— Directions for this task —
The reply must consist of one number: how many lines of the data include the word "canvas".

[[ Entries supplied, beginning ]]

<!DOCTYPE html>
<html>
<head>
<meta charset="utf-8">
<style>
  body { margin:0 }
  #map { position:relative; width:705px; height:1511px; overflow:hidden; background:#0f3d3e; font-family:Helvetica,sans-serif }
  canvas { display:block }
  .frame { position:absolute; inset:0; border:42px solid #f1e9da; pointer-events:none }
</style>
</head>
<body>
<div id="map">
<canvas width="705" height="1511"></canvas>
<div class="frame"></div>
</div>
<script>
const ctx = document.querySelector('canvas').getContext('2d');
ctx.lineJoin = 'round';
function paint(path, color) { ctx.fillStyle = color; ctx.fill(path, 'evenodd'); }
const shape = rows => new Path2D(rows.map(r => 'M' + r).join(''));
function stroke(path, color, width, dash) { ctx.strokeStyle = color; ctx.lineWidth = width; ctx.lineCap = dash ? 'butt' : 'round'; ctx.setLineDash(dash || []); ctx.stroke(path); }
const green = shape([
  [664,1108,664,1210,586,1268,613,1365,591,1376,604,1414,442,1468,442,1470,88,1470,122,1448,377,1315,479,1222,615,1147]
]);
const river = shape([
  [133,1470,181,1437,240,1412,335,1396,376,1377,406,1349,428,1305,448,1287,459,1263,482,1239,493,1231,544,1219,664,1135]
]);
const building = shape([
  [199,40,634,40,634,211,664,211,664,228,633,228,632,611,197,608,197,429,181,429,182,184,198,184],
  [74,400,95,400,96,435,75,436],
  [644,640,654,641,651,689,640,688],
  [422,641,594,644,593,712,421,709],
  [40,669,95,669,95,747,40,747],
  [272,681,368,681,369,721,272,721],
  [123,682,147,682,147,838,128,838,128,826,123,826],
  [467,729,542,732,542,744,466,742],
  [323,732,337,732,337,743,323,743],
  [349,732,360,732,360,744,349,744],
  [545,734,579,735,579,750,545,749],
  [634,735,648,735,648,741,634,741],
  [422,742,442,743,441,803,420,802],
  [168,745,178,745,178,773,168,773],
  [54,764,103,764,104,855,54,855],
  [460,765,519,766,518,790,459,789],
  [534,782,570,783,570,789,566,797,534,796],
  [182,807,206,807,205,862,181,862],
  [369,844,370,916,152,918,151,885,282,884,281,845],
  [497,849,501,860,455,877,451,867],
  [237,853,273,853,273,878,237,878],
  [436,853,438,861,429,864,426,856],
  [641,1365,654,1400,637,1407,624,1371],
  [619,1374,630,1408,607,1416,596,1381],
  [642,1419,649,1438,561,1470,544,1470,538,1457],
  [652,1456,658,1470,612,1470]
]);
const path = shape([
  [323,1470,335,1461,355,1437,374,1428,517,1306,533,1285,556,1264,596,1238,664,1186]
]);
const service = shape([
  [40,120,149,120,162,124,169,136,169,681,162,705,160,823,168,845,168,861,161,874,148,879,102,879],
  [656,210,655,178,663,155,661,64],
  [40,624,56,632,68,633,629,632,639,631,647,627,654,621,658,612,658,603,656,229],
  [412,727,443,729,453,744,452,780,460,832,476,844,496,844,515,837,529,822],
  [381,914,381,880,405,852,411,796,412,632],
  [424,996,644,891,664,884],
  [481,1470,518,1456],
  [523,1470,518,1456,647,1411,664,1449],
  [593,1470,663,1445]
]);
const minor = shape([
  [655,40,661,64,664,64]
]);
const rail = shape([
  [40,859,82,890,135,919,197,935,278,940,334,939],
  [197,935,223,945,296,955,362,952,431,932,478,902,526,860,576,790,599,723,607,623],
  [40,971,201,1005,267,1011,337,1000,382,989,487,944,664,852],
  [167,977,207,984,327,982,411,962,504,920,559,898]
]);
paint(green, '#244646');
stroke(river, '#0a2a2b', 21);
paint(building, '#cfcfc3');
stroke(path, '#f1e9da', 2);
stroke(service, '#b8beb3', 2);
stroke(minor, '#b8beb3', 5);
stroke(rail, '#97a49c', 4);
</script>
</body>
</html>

[[ Entries supplied, end ]]

— Your solution —
3